ANDREW FFRENCH joins Robert Goddard’s latest protagonist for a European thriller in our latest Book of the Month, Found Wanting.
THE BOOK: LIKE most intriguing Robert Goddard novels, Found Wanting features a middle-aged anti-hero who is going through a mid-life crisis.
I loved Brighton-based Play to the End, Goddard’s theatrical yarn from 2004, but there have been other novels, including Scottish story Never Go Back in 2006, which I felt didn’t quite hit the mark.
Some Goddard fans prefer his novels to be based in the UK, but Found Wanting takes them out of their comfort zone and much further afield.
I particularly enjoyed the frantic pace at the start of Found Wanting, and in Richard Eusden, Goddard provides a believable protagonist for his slightly far-fetched tale.
The 50-year-old is working for the Foreign Office, wondering where his life took a wrong turn, and also wondering why he is still working in a slightly boring job as a civil servant. But he doesn’t stay bored for long.
One winter’s morning as he walks towards his office in central London, a car skids to a halt alongside him.
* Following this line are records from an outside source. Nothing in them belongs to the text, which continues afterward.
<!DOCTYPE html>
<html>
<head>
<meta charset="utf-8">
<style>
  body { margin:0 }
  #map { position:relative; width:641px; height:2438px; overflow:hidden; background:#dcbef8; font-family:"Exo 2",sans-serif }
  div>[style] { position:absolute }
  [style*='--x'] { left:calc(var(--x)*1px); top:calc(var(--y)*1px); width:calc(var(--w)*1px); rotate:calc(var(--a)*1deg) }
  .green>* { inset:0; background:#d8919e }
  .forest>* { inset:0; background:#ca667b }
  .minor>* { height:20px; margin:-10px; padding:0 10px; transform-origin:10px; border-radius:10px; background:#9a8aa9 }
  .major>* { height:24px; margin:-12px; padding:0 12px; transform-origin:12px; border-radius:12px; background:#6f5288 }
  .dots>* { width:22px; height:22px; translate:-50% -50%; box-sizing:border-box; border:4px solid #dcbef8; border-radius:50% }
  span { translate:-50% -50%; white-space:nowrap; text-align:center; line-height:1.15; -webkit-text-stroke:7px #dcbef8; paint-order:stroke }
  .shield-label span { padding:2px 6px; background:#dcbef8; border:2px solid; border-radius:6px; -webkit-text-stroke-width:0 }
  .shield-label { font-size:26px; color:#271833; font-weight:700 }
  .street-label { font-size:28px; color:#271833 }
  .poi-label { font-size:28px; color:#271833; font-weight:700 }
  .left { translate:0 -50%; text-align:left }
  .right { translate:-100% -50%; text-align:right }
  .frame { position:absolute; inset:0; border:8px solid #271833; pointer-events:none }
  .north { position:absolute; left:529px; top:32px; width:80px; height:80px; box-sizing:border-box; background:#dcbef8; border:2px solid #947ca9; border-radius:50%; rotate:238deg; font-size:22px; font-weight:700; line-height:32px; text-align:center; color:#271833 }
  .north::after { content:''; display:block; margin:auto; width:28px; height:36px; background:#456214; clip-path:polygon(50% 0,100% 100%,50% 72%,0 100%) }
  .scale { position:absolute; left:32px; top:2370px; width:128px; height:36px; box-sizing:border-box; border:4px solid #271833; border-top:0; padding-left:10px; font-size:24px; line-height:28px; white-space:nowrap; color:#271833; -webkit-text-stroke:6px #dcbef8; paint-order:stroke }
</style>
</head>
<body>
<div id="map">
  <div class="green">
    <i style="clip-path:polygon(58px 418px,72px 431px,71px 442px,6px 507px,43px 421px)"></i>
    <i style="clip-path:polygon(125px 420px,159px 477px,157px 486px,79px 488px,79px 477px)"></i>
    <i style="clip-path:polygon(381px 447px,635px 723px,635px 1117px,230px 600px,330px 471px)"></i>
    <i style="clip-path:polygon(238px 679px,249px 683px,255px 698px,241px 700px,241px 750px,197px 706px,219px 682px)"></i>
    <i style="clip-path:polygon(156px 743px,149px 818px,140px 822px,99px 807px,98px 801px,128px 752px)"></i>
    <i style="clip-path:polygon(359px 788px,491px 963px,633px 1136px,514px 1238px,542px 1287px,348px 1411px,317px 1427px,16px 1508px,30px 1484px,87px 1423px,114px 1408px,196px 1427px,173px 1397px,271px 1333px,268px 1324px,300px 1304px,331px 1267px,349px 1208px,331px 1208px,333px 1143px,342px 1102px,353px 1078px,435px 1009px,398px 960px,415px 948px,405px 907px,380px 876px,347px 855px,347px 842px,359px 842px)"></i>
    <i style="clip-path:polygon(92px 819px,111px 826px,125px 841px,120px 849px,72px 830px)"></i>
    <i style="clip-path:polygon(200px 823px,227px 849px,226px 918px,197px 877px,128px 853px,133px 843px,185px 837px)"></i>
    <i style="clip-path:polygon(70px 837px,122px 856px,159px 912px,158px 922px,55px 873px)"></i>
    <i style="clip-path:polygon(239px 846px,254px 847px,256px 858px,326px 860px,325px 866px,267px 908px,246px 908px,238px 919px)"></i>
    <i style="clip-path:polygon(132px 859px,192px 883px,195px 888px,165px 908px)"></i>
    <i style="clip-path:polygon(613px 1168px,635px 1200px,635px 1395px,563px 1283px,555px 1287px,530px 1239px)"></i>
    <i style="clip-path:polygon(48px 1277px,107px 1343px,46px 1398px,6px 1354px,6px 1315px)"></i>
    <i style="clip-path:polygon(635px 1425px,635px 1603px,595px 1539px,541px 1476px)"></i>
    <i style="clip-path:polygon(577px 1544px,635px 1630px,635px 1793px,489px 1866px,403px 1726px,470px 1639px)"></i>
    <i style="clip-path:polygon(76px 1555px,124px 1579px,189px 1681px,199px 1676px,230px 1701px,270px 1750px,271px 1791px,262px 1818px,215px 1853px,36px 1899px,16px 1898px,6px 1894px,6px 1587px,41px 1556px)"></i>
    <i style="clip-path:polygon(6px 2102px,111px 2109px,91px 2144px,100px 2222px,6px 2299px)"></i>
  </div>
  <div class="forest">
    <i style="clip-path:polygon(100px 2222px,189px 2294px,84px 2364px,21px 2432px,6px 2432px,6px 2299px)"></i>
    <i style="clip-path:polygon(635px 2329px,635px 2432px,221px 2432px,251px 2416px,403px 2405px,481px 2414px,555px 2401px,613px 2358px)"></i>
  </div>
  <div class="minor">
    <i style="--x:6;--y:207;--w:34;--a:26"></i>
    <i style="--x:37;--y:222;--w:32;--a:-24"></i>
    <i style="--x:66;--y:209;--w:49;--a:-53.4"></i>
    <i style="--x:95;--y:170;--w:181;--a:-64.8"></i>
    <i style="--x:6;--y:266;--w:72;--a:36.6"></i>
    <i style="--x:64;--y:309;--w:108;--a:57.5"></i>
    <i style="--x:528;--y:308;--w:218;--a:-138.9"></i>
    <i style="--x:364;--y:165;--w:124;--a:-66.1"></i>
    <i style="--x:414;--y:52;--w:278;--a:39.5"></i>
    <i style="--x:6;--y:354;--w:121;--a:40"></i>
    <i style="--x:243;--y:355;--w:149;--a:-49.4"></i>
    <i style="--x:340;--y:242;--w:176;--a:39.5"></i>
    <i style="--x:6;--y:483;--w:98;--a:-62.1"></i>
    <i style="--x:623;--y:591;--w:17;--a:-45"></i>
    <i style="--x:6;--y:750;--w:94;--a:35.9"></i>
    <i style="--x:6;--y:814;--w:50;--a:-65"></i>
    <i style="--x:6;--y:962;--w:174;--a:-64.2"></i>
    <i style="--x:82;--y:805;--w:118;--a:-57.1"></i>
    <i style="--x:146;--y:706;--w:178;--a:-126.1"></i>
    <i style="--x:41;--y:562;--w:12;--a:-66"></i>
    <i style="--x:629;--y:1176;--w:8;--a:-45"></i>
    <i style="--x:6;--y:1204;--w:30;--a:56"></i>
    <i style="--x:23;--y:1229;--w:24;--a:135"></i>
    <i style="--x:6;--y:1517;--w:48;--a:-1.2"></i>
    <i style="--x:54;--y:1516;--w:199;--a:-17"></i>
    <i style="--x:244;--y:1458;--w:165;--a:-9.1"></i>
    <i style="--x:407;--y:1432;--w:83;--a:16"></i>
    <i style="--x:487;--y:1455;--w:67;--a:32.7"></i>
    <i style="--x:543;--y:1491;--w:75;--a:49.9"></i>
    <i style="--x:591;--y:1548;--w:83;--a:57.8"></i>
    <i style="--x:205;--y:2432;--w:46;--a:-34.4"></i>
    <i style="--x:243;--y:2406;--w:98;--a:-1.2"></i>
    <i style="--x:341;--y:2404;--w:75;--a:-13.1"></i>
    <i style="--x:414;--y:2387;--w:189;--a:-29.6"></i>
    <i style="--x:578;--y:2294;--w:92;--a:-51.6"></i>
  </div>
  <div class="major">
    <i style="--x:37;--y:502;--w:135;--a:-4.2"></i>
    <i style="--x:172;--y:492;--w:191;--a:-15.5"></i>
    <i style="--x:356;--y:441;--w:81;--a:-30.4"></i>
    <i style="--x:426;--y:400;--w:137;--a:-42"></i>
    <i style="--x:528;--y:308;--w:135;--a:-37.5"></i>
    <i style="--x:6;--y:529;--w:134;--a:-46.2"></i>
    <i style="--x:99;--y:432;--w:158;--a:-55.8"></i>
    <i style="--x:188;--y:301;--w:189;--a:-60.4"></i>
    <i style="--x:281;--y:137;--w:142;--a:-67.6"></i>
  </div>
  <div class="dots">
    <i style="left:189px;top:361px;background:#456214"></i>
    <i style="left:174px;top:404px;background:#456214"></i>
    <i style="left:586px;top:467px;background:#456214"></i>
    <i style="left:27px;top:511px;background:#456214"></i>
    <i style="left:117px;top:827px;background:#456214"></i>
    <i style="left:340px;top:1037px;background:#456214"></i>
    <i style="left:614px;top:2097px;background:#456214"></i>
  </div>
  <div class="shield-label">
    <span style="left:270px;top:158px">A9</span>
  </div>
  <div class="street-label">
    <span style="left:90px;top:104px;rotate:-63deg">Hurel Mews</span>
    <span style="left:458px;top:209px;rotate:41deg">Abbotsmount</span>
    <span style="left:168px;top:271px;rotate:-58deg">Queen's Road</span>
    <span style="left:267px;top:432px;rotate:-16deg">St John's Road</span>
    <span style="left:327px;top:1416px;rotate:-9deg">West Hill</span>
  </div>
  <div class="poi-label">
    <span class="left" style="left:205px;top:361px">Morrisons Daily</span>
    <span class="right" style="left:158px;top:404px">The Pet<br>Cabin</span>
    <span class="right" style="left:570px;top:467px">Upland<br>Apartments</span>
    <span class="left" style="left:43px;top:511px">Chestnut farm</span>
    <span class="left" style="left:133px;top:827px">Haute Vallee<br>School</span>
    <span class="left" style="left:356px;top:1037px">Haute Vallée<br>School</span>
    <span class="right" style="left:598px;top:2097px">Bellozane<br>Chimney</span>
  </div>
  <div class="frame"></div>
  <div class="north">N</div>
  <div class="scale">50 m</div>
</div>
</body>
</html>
The driver is his ex-wife Gemma and, although they have not spoken for years, she has a rather large favour to ask him.
Gemma wants Eusden to contact her other ex-husband Marty Hewitson, who is now dying from a brain tumour, and pass on an old briefcase to him.
Eusden reluctantly agrees to transport the case to school friend Marty in Europe and books the day off work.
But the supposedly simple journey becomes increasingly complicated, and Eusden soon finds himself travelling across Belgium, Germany and Denmark.
It turns out that the weather-beaten briefcase once belonged to Marty’s grandfather Clem Hewitson, an Isle of Wight police officer.
The back story of the Hewitson family is then linked with the tragic fate of the Russian Royal Family the Romanovs, who were murdered following the Russian Revolution in 1917.
Eusden discovers that he can’t trust anyone, not even his old friend Marty, in his conflict with those who are determined to steal the “secret” they believe he and Marty possess.
The reader is taken on a lightning tour of Europe and given a swift resumé of the history of the Romanovs along the way.
It isn’t too long before Anastasia, the child once thought to have survived the Romanov massacre, gets a mention.
Some critics say Goddard writes his novels to a set formula, and in Found Wanting a scandal from the past does inevitably turn up to upset the present. But I think the formula is a winning one and I always look forward to the author’s latest thriller.
l Found Wanting, published in paperback by Corgi Books, price £6.99, is already in the bestseller lists.
THE AUTHOR: Robert Goddard is a seasoned veteran in the world of thriller writing – his first novel Past Caring was published in 1986.
The story was an instant bestseller and since then his books have gripped readers worldwide with their fast pace, tricky plotting and detailed historical backgrounds.
The author’s first Harry Barnett novel, Into the Blue, published in 1990, was winner of the first WH Smith Thumping Good Read Award and was dramatised for TV, starring John Thaw.
It is understood that the author was not particularly impressed with the adaptation and hoped future adaptations would more accurately reflect the novels.
In 1997, Mr Goddard’s novel Beyond Recall was nominated for the Edgar Award Best Novel prize but did not win the prize.
Found Wanting, first published last year, was Goddard’s 20th novel to date.
He was born in Hampshire and read history at Cambridge University. He tried journalism and teaching and worked as an education administrator before becoming a novelist full-time. He lives with his wife in Cornwall.